Resta il dolore e la sofferenza per la morte di un ragazzo così giovane, pieno di vita e di passione civile, sul cui sacrificio troppo a lungo è calato il silenzio:
Giovanni Spampinato era mio fratello maggiore. Dal giorno della sua morte non c’è stato più un giorno sereno nella mia famiglia. Per 35 anni la storia di Giovanni è stata bistrattata, messa da parte, accantonata. Solo nel 2007 è tornata attuale, quando alla memoria del cronista di Ragusa è stato assegnato il prestigioso Premio di giornalismo Saint-Vincent. La Giuria ha definito la sua vicenda emblematica di tutte le storie dei giornalisti uccisi per motivi di mafia e di terrorismo. Il presidente della Repubblica Giorgio Napolitano ha detto che con la sua vita e con la sua morte Giovanni Spampinato ha onorato la storia del giornalismo italiano.
Memoria viva
Da quel 2007, molto fortunatamente si è detto e scritto di Giovanni. È nata un’associazione in sua memoria, che ha dato vita a un archivio che ne porta il nome. Nel 2008 è stato fondato Ossigeno per l’informazione, un osservatorio promosso dalla Federazione nazionale della stampa e dall'Ordine dei giornalisti e nato per documentare e analizzare il fenomeno delle intimidazioni e delle minacce ai giornalisti italiani impegnati nella ricerca delle verità più nascoste in materia di criminalità organizzata. A presiederlo è Alberto Spampinato, fratello di Giovanni.

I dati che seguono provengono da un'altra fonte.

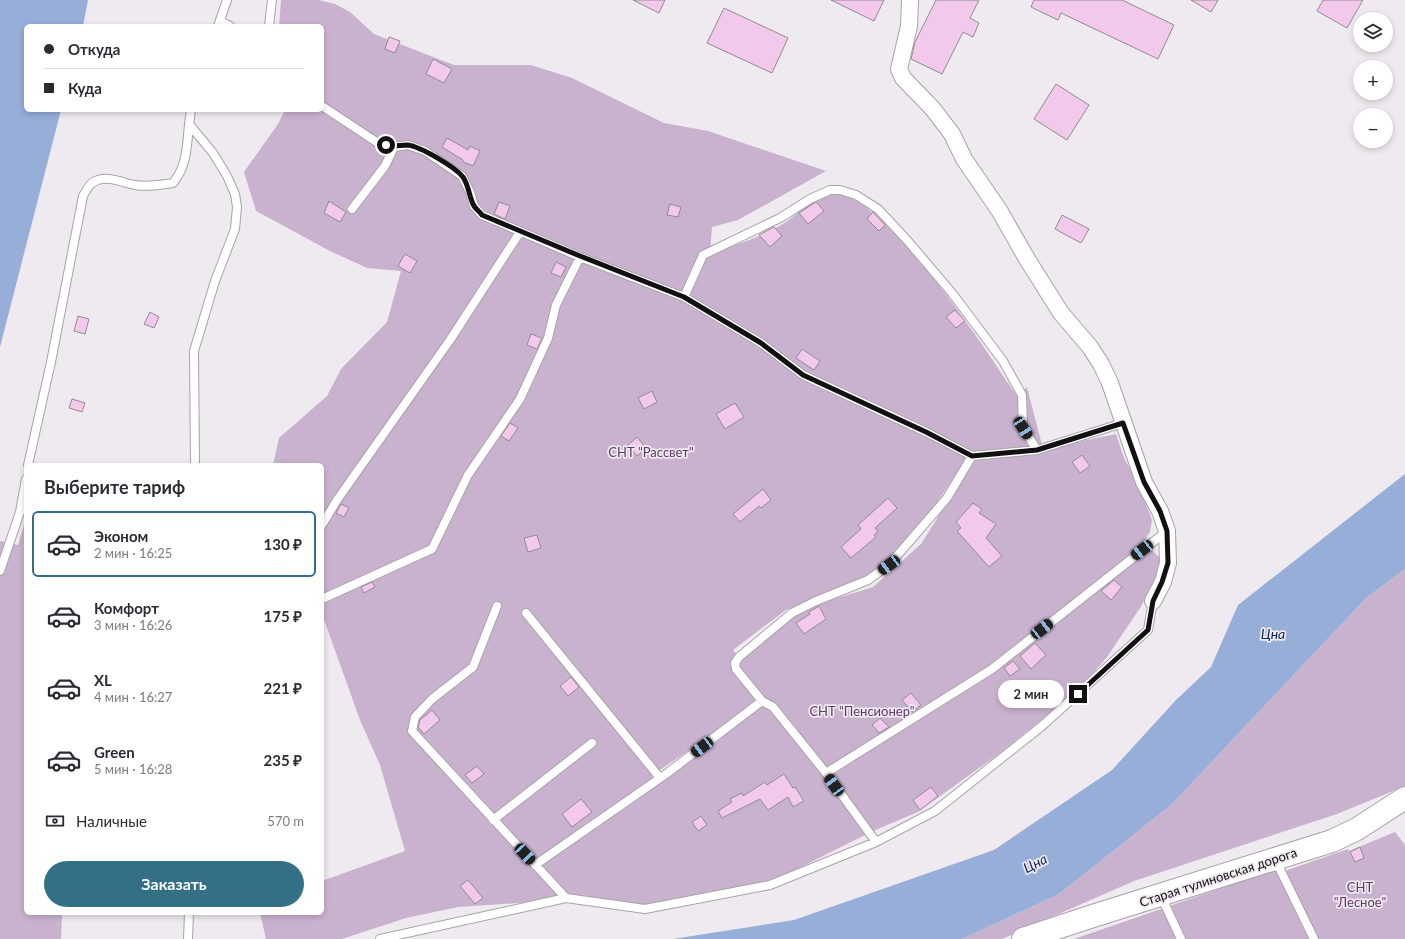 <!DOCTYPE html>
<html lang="ru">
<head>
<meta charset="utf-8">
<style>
  body { margin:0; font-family:Lato,sans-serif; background:#f2f2f3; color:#2b2b33; height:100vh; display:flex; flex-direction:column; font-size:15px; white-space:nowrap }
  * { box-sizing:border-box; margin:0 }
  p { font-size:13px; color:#7c7c81 }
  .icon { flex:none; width:22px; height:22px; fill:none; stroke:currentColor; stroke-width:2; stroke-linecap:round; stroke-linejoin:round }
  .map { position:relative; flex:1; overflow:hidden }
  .panel { position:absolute; left:24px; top:463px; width:300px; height:452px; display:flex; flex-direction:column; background:#fff; border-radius:6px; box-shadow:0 2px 6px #0003 }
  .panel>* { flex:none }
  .top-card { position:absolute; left:24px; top:24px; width:300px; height:88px; border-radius:6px; box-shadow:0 2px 6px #0003; display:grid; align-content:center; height:88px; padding:0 20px; background:#fff }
  .buttons { position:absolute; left:1353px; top:12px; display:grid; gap:8px }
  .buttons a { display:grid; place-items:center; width:40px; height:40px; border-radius:50%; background:#fff; box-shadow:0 2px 6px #0003; font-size:20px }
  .end { position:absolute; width:18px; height:18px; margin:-9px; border:5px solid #121012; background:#fff; box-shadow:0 0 0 2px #fff }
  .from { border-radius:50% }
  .bubble { position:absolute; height:28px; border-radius:14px; background:#fff; box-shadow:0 2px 6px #0003; font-size:13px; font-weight:700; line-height:28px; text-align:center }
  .car { position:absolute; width:12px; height:24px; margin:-12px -6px; border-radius:5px; box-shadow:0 0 3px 1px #0007; background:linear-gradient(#222 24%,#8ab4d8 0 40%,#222 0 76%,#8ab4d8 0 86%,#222 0) }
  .top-card b { display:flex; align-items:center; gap:14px; height:38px; font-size:15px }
  .top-card b+b { border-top:1px solid #e1e1e2 }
  .top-card i { width:10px; height:10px; background:#2b2b33 }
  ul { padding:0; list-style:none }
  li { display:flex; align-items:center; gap:12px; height:66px; margin:0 8px 6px; padding:0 12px; border:2px solid transparent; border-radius:6px }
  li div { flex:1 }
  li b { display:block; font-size:15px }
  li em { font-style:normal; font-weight:700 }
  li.active { border-color:#337086 }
  li>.icon { width:36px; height:36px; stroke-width:1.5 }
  h2 { padding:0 20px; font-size:18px; line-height:48px }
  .pay { display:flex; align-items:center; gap:10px; height:44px; padding:0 20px; font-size:15px }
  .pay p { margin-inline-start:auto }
  .action { display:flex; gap:8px; margin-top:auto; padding:8px 20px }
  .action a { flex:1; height:46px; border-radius:24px; background:#337086; color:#fff; font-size:16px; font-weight:700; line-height:46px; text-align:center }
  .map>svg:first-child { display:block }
  .green { fill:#c9b2ce; fill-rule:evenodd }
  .water { fill:#96aed8 }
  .building { fill:#f2c8eb; stroke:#918c90 }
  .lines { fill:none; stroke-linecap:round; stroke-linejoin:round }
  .lane-casing { stroke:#a7a3a8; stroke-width:10 }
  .street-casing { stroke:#a7a3a8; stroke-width:18 }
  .secondary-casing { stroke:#a7a3a8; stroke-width:24 }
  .lane { stroke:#fff; stroke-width:8 }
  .street { stroke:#fff; stroke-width:16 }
  .secondary { stroke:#fff; stroke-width:22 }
  .route { stroke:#121012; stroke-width:5 }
  .labels { text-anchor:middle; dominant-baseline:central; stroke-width:3.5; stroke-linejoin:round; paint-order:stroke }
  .park-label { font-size:13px; fill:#63386b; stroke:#efeaef }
  .street-label { font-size:13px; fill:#121012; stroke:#efeaef }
  .water-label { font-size:14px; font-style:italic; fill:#0f295c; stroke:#efeaef }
</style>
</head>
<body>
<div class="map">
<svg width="1405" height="939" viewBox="0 0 1405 939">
  <rect width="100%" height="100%" fill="#efeaef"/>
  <path class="green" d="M281,0H319L335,4L350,12L374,34L454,65H531L572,78L664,123L708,131L826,171L738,220L712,227L710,253C735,246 764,236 786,222C800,212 812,198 829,194C879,182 990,357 1017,396L1027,387L1043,449L1116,434L1124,458L1139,485L1152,520L1150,532L1144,541L1165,564L1140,608L1107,657L1077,691L1000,753L918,812L873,831L757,889L663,904H579L574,897L562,900L458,907L406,918L342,939H266L260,913H322V881L405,851L380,765L360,720L322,614V465H273L279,438L327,396L341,369L387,322L401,271L367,268L330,251L256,211L244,172L278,124L285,110H322V26H279ZM972,463L921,544L873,587L811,606L789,621L741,661L733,650L786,610L875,572L910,537L925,520L963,464ZM717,731L722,738L659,781L654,774Z
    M26,518V913H62L61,939H0V541L18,545Z
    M1405,569V786L1337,814L1134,881L1002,939H962L1059,894L1171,805L1366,598Z
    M1395,832L1405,845V939H1074L1271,871L1277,870L1279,873L1348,849L1349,851Z"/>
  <path class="water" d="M0,0H88L83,26H26V110H61L0,347Z
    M1405,474V569L1366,598L1171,805L1059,894L962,939H673L794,920L994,850L1112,770L1176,700L1211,667L1238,605Z"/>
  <path class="building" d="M633,0H665L659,13Z
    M831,0H884L874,21Z
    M936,0H979L970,18L979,23L973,37L963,32L942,74L911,59L915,42Z
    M1034,0H1122L1174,25L1158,59L1061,13L1058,20L1031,7Z
    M1191,0H1218L1211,12Z
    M1323,0H1363L1347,28L1317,11Z
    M724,8L788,38L772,73L707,43Z
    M389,37L400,41L395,53L385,49Z
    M433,59L452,69L444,83L426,74Z
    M1056,84L1089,105L1067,140L1034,119Z
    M447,138L468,150L470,146L480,151L473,166L463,162V160L442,147Z
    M329,201L346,212L340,222L324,213Z
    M499,202L510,206L505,219L494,214Z
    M816,202L824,211L808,224L799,213Z
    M670,204L681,207L678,217L667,215Z
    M873,212L885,225L879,231L867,219Z
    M1062,215L1089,229L1081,243L1055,229Z
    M774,227L782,236L770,247L759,235Z
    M405,254L417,261L410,273L398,266Z
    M556,262L566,267L561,277L551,273Z
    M955,310L965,321L956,328L946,317Z
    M150,312L159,317L154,328L144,324Z
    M78,316L89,319L85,334L74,331Z
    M531,334L542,338L537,349L527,345Z
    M802,349L820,361L814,370L796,358Z
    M652,391L657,402L644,409L638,398Z
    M72,399L85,403L82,412L69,408Z
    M735,403L744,417L725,429L716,414Z
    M510,423L518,428L509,441L501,436Z
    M637,437L646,448L637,456L628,445Z
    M1082,455L1090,466L1080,473L1072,462Z
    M763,489L771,500L761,508L759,506L740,522L733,514Z
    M888,498L897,508L875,528L878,532L874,535L876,537L851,558L841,547L861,529L858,525Z
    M973,503L982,509L979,513L996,524L986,538L1002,556L989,567L957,531L961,528L956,522Z
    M341,504L349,508L344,517L336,513Z
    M537,535L541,548L528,552L524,538Z
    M1114,580L1122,587L1111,600L1101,591Z
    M372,582L375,587L364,593L361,587Z
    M819,606L826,619L804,634L796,623L810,614L809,612Z
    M1035,643L1046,655L1031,669L1020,656Z
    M1013,661L1020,669L1010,676L1004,668Z
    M571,677L579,687L568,696L560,686Z
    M911,693L921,705L912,712L902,700Z
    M432,710L440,720L424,734L418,727L420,720Z
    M880,718L889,727L879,733L872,725Z
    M477,766L484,774L472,783L465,775Z
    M784,774L793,788L795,787L804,801L793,807L788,797L768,810L760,799L722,818L718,811L732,802L730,799L742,793L743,796L765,782L767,785Z
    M931,787L938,796L920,810L913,800Z
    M581,799L592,812L572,827L562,814Z
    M701,816L707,825L698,831L692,822Z
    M1360,847L1364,858L1355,862L1350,852Z
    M468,880L483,898L475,904L460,886Z"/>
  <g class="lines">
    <defs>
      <path id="lane" d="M220,21L230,26
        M218,26L227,0
        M269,26L272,0
        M322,106L378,143L394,147
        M191,110L189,124L213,153L227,176L235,194L237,207L235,229L215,281L194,351L195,465
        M352,209L385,166L394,147L408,145L425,151L462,176L470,192L474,206L482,215L580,257L684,297L761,343L803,375L926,432L972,456
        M684,297L703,255L780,218L810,199L830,190H840L856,195L878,209L907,240L952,293L1003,361L1022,395L1023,428L1037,450
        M28,465L51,362L83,196C87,189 90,182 98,180C110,176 123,183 135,185C148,187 160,185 173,183C187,166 187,146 189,124
        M322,525L337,500L450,340L520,232
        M0,571L20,512L26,479
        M322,599L432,549L468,475L520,399L548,338L556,305L580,257
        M497,606L473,667L432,699L415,717L412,731L566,898L645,909L770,885L876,842L935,811L1042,726L1148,630L1153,601
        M526,613L660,778
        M762,701L736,669L735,663L739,657L792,613L816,601L868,580L889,565L947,498L972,456L1037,450L1123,423
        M826,773L876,842
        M493,820L592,743
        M1275,859L1314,939
        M535,865L666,774L762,701L773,707L826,773L992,669L1167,531
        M1161,896L1181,939
        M188,939L189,913
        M380,939L566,898"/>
      <path id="street" d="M910,0L909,26L899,69L903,78L933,109L952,134L964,159L999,210L1027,259L1061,313L1090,347L1101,364L1110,383L1144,482L1160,511L1167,531L1168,563L1163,582L1153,601"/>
      <path id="secondary" d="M1023,939L1096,915L1332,841L1357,829L1405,798"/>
    </defs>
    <use href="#lane" class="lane-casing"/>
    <use href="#street" class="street-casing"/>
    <use href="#secondary" class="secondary-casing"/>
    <use href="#lane" class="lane"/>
    <use href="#street" class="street"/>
    <use href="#secondary" class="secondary"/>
  </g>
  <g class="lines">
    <path class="route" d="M386,145C394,147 400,145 407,145C420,146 455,167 463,177C469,186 469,197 474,206C476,209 480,212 482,215L580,256L684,297L761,343L803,375L926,432L972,456L1037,450L1123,423L1144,482L1160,511L1167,531L1168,563L1162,582L1153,601L1148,630L1078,694"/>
  </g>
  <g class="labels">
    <g class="park-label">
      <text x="651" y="452">СНТ "Рассвет"</text>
      <text x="862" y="711">СНТ "Пенсионер"</text>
      <text x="1360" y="887">СНТ<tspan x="1360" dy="15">"Лесное"</tspan></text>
    </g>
    <g class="street-label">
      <text transform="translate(1218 877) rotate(-18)">Старая тулиновская дорога</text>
    </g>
    <g class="water-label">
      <text x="1273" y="633">Цна</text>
      <text transform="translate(1035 863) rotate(-27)">Цна</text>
    </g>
  </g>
</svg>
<div class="buttons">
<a><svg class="icon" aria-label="layers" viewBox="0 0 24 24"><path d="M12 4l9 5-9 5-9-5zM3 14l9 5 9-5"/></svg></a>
<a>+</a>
<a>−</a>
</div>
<i class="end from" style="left:386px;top:145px"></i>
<i class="end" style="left:1078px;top:694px"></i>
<div class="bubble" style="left:998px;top:680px;width:66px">2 мин</div>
<i class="car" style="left:1023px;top:428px;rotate:148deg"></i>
<i class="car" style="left:1142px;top:550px;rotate:232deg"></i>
<i class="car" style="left:889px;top:565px;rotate:234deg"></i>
<i class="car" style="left:1042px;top:629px;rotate:52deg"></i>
<i class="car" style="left:702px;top:747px;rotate:233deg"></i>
<i class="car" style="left:834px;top:785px;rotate:324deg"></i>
<i class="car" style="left:525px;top:854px;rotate:137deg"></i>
<div class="top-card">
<b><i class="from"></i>Откуда</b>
<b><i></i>Куда</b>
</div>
<section class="panel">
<h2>Выберите тариф</h2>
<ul>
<li class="active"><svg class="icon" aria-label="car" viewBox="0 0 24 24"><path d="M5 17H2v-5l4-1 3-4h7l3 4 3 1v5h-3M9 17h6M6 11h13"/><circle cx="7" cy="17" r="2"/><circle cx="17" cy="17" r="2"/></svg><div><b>Эконом</b><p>2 мин · 16:25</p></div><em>130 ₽</em></li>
<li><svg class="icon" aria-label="car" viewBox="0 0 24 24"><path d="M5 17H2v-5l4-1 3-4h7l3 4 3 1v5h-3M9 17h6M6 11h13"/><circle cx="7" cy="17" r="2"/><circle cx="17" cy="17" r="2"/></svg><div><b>Комфорт</b><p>3 мин · 16:26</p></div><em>175 ₽</em></li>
<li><svg class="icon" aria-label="car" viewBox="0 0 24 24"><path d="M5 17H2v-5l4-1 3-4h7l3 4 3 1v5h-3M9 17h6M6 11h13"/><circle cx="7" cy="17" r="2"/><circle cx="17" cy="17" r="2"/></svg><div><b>XL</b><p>4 мин · 16:27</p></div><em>221 ₽</em></li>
<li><svg class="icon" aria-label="car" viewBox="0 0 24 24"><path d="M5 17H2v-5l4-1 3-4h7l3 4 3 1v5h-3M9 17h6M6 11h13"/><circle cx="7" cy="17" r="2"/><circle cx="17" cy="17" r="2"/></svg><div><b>Green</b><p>5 мин · 16:28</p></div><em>235 ₽</em></li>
</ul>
<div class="pay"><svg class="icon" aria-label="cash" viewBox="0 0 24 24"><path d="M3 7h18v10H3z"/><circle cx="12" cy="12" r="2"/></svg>Наличные<p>570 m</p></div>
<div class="action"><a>Заказать</a></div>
</section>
</div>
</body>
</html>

Alberto è stato anche autore di due libri dedicati alla memoria di suo fratello: Il giorno che uccisero mio fratello, contenuto nel volume del 2007 Vite ribelli; C’erano bei cani ma molto seri. Storia di mio fratello Giovanni ucciso per aver scritto troppo, edito nel 2009.
Nel 2012 è stata riaperta la sala stampa della provincia di Ragusa intitolata al cronista ucciso.

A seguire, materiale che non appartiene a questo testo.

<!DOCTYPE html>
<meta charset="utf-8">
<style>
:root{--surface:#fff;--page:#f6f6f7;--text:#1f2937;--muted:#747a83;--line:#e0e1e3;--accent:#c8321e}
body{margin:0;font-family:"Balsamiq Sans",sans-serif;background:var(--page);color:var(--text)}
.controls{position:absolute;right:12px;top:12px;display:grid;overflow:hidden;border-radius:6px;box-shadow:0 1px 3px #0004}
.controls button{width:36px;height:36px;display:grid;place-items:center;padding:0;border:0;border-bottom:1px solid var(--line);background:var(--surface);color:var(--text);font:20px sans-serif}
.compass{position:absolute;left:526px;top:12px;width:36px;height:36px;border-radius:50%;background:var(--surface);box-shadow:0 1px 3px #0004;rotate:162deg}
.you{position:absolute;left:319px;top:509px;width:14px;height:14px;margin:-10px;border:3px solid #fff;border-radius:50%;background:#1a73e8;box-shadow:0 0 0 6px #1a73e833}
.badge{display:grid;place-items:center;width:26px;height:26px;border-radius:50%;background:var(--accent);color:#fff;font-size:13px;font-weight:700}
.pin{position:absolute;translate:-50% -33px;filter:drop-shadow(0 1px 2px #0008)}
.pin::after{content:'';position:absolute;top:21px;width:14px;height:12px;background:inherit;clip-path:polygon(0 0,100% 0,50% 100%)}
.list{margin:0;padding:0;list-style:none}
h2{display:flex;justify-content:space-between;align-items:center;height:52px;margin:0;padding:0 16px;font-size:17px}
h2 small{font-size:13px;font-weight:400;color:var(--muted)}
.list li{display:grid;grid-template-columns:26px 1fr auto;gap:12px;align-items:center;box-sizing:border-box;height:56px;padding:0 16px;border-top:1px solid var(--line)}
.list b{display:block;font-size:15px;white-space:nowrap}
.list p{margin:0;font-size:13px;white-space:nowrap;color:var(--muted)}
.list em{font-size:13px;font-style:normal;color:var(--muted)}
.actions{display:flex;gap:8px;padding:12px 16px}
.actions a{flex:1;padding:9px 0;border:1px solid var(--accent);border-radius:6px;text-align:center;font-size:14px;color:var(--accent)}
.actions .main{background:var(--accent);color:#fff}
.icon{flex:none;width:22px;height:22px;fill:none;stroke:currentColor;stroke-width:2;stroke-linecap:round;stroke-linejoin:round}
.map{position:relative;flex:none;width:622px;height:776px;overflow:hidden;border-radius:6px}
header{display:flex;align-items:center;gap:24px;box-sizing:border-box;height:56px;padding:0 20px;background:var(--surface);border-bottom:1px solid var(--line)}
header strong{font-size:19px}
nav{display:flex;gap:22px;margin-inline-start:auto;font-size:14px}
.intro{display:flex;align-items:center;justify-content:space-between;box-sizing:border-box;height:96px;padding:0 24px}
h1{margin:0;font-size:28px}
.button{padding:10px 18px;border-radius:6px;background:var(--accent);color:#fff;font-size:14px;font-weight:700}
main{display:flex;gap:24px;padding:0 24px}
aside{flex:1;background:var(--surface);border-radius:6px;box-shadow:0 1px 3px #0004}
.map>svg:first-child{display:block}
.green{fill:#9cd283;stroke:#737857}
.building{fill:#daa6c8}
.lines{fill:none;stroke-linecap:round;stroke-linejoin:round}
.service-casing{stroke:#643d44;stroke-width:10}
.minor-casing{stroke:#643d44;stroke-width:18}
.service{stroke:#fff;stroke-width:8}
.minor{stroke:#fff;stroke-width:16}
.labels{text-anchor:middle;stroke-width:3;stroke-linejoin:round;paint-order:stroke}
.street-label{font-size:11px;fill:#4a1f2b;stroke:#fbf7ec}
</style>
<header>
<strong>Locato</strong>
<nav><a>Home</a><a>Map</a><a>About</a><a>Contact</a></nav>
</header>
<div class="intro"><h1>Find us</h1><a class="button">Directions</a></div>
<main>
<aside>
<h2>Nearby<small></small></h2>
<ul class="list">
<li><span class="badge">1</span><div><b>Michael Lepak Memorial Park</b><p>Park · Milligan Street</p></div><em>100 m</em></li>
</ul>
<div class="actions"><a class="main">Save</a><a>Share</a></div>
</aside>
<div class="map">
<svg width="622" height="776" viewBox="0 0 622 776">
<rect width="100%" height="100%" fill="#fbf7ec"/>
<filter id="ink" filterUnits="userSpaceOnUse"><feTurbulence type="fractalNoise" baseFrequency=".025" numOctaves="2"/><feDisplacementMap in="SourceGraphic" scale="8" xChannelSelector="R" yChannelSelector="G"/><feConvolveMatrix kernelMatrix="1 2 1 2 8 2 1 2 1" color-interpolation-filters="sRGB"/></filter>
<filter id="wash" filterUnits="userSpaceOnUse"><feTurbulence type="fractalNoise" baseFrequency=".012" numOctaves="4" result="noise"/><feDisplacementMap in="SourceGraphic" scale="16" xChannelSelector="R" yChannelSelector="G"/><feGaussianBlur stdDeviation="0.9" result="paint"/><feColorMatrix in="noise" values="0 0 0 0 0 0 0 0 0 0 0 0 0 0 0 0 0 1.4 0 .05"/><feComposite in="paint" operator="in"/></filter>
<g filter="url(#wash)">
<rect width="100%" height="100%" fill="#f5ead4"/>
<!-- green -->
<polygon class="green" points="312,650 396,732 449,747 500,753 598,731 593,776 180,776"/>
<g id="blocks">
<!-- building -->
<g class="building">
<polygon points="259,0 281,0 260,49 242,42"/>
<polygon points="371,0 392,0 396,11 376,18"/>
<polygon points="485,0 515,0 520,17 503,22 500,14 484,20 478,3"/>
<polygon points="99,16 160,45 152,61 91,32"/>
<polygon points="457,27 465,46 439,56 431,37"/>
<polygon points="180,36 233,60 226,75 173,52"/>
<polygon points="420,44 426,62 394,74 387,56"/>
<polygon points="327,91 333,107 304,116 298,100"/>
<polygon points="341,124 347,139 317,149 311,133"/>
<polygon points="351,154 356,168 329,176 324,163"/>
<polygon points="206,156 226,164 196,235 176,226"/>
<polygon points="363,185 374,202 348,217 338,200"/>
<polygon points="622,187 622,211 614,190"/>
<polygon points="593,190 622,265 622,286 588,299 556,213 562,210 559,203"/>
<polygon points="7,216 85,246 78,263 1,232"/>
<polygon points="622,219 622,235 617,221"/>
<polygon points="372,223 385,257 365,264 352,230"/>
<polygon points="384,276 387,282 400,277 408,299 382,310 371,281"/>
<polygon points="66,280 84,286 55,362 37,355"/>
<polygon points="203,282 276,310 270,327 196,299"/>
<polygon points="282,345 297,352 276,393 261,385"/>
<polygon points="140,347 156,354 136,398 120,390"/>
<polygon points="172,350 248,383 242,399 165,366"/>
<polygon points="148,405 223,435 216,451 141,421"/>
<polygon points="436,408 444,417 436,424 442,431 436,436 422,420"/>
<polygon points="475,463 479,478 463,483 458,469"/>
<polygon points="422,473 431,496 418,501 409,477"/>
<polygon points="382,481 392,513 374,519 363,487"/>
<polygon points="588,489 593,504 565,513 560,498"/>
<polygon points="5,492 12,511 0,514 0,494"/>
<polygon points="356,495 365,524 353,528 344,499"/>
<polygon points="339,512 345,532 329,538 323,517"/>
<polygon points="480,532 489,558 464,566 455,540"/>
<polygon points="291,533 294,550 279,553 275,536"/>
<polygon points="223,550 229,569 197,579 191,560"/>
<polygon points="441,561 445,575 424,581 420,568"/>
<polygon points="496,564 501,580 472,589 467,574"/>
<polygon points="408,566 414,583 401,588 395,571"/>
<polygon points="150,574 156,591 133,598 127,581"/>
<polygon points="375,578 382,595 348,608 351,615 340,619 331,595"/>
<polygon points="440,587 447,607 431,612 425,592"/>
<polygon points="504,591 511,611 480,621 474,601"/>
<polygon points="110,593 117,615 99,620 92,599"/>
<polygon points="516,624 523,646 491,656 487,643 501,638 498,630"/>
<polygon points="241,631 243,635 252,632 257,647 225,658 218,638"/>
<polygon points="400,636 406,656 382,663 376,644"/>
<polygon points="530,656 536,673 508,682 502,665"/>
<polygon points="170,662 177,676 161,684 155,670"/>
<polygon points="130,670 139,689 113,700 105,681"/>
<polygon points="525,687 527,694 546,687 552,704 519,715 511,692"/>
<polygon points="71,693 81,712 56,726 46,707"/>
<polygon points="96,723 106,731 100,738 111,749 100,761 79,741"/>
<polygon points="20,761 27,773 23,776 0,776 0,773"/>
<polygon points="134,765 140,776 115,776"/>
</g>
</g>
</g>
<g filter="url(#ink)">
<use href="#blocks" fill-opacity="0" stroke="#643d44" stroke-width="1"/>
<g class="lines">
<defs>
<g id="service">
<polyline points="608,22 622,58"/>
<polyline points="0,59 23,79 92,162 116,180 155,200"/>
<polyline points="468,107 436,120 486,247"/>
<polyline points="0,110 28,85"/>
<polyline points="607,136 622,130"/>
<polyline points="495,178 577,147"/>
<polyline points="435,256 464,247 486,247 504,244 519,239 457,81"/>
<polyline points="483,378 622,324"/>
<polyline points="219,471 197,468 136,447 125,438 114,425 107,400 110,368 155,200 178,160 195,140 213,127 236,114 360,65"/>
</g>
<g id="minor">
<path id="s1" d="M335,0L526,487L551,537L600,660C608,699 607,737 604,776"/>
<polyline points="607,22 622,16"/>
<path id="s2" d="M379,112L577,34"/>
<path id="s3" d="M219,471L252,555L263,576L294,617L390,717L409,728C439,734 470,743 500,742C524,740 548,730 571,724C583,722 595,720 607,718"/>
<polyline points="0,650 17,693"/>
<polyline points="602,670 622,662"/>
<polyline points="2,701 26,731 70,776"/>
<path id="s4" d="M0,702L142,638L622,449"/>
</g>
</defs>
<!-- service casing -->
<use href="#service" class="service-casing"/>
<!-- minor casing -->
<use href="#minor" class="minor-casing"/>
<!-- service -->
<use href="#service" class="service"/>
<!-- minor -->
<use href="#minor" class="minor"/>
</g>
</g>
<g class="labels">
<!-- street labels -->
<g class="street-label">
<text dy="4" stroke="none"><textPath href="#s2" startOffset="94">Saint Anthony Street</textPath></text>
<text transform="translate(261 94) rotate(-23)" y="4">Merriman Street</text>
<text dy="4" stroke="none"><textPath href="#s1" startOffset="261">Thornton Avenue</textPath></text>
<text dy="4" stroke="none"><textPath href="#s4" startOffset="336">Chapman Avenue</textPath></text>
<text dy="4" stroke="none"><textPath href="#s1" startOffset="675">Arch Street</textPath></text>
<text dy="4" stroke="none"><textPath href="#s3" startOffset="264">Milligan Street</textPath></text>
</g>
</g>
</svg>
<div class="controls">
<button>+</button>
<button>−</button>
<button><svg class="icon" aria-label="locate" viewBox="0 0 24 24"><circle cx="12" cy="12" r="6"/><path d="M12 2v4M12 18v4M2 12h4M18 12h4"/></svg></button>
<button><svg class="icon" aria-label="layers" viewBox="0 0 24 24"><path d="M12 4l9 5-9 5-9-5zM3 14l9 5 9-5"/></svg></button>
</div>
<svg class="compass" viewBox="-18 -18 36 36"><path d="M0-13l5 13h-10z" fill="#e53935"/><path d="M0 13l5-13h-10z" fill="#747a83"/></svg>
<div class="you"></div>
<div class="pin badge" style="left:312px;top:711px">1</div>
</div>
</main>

Nell’ottobre del 2016, la Rai ha mandato in onda una puntata di Diario Civile dedicata a Giovanni, con il documentario Il rumore delle parole di Fabrizio Marini.
A Giovanni sono intitolati il Presidio scolastico di Libera del Liceo Manzoni di Milano e il Presidio del Valdarno di Montevarchi, in provincia di Arezzo.